Supplied records:
○ ○ ○ ○ ○

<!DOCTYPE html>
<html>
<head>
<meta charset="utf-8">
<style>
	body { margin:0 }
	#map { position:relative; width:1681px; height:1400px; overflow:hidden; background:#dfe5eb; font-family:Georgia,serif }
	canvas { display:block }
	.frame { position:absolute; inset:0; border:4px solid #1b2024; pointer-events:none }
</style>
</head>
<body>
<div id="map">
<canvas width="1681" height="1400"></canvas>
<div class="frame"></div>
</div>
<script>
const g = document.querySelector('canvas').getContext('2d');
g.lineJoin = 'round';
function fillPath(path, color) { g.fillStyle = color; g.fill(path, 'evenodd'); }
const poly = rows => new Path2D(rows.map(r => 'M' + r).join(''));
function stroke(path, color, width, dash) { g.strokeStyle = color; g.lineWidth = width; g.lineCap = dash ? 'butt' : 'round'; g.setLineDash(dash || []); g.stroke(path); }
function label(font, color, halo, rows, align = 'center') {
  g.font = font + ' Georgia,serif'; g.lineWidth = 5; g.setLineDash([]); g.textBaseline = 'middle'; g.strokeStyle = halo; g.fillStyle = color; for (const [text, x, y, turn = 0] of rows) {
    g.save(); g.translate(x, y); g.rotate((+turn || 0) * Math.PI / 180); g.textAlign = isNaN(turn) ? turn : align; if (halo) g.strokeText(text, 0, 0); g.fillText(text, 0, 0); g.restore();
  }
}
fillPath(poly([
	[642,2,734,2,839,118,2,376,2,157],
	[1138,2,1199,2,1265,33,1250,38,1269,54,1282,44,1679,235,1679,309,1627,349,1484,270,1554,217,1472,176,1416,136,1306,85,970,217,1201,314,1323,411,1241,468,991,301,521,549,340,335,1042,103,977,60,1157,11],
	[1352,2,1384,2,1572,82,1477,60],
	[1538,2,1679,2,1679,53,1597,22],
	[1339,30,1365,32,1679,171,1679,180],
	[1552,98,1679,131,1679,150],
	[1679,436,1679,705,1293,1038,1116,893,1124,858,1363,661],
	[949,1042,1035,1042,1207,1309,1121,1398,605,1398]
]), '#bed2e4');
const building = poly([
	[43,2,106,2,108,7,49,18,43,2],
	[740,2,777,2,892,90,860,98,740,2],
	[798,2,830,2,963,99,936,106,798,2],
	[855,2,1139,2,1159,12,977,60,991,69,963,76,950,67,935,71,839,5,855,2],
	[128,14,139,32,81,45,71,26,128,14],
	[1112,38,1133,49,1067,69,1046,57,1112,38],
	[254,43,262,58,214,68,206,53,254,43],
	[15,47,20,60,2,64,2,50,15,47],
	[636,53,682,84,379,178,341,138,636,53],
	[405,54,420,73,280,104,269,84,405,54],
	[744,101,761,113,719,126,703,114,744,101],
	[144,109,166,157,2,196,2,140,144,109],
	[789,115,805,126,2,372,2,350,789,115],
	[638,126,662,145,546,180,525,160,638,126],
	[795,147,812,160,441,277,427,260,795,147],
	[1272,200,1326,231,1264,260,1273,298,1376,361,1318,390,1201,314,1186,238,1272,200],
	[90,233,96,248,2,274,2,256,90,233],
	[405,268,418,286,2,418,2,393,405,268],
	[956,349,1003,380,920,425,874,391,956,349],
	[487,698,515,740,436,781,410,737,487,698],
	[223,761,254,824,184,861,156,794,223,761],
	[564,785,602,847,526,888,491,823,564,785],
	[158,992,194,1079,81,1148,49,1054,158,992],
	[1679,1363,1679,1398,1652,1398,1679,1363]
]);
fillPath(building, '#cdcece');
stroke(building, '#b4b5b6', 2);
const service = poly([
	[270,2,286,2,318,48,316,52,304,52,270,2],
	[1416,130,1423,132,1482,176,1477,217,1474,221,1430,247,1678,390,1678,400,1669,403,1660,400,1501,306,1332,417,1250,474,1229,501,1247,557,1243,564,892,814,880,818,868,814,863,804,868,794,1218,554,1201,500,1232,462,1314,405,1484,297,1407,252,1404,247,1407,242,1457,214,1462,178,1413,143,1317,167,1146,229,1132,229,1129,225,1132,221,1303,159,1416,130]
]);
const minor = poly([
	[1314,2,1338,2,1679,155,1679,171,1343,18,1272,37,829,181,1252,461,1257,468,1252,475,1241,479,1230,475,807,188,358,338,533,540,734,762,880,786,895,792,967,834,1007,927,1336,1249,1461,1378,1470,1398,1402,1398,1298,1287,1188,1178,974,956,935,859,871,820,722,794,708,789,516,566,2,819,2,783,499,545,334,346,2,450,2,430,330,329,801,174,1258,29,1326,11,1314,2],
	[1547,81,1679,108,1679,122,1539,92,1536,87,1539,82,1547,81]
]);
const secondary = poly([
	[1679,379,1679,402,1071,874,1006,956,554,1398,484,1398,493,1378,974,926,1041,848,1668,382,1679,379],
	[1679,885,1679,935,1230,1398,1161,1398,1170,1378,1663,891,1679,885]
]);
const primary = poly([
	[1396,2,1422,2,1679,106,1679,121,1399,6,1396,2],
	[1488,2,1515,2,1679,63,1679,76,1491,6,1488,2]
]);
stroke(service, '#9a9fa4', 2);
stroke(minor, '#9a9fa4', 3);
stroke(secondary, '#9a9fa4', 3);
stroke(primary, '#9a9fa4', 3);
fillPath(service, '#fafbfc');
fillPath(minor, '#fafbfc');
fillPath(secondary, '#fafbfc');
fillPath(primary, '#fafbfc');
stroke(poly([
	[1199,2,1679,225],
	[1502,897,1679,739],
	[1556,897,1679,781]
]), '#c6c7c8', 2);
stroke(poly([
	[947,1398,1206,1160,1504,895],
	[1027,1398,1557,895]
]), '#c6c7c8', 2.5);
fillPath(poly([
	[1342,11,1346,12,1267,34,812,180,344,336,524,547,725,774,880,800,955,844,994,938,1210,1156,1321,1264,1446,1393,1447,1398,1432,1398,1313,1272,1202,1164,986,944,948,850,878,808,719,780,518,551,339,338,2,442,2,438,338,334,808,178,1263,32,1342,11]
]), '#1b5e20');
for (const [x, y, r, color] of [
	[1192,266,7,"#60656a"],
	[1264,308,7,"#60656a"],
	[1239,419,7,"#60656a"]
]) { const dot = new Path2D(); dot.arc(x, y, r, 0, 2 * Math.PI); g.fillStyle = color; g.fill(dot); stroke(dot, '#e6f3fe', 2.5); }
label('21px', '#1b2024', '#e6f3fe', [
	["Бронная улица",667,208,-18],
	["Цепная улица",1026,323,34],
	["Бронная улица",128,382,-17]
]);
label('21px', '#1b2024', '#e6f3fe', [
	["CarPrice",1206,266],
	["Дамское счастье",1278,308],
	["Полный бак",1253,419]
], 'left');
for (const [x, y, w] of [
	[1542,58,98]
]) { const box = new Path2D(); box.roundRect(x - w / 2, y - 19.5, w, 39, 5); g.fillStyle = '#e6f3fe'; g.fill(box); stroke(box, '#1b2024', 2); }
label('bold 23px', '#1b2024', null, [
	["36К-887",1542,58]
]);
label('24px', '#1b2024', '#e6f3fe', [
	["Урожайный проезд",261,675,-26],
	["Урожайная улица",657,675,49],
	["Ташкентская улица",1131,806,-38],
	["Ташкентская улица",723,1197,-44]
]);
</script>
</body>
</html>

○ ○ ○ ○ ○

Problem: Could you reproduce, exactly, every line above from the line with "function fillPath(path, color)" to the line with "const poly = rows", and no other line? Both ends count.

Result of the task:
function fillPath(path, color) { g.fillStyle = color; g.fill(path, 'evenodd'); }
const poly = rows => new Path2D(rows.map(r => 'M' + r).join(''));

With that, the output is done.